E’ dunque questo il tipo di suono che caratterizza l’album (sul richiamo al powerpop avrei però qualche perplessità) e che all’ascolto dei primi brani come la title-track in apertura, la successiva A Ride on the Train, My Little S.U.V., Rainy Day at the Beach,  risulta effettivamente accattivante, anche grazie alla bella voce della Biagini.
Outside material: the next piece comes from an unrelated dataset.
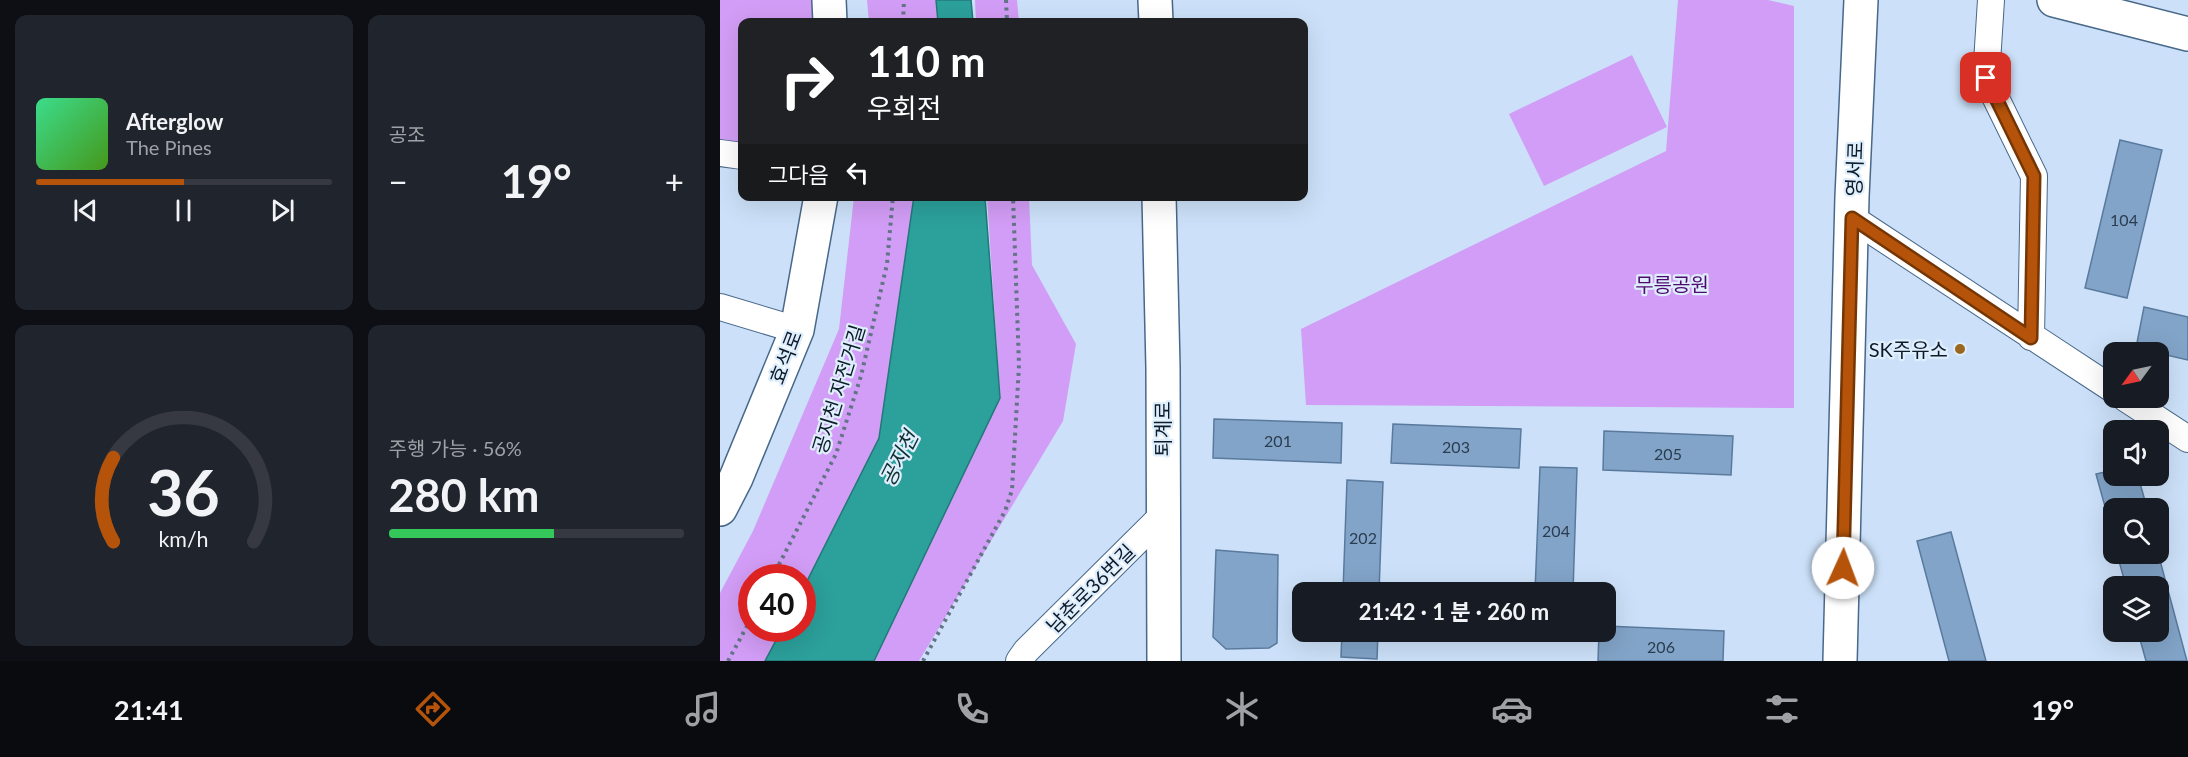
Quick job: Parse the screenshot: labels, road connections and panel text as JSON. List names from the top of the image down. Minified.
{"streets":{"street":["영서로","효석로","퇴계로","남춘로36번길"],"path":["공지천 자전거길"]},"crossings":[["퇴계로","남춘로36번길"]],"water":["공지천"],"parks":["무릉공원"],"places":["SK주유소"],"house_numbers":["104","201","203","205","204","202","206"],"north":"bottom left","page":{"tile":["공조",["주행 가능 · 56%","280 km"]],"turn":["110 m","우회전"],"song":["Afterglow","The Pines"],"then":"그다음","heat":["−","19°","+"],"limit":"40","trip":"21:42 · 1 분 · 260 m","tabs":["21:41","19°"],"gauge":["36","km/h"]}}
Proseguendo con l’ascolto del disco, ci si accorge però che lo schema dei brani iniziali rimane immutato per tutti i 14 pezzi dell’album, senza alcuna variazione nella struttura ritmica né nell’impostazione melodica, rese piatte e ripetitive anche dalla presenza di una batteria elettronica che per questo genere è proprio fuori luogo. Diverse peraltro le collaborazioni strumentali e compositive all’album: oltre a quelle già citate, la cantautrice inglese Maxi Dunn e Peter Hackett dei Cult of Wedge in Eyes of a Little Girl, Richard Snow (della band inglese Richard Snow and the Inlaws) in My Little S.U.V. e Elaine McAfee Bender, go-go dancer negli anni ’60 e oggi coreografa e insegnante di danza, in The California Quake. Ma nonostante i numerosi ospiti e gli intarsi di pianoforte ad opera della stessa Biagini, l’album non presenta nessun sussulto fino alla fine e di conseguenza l’entusiasmo iniziale si affievolisce quasi subito e presto si trasforma in noia.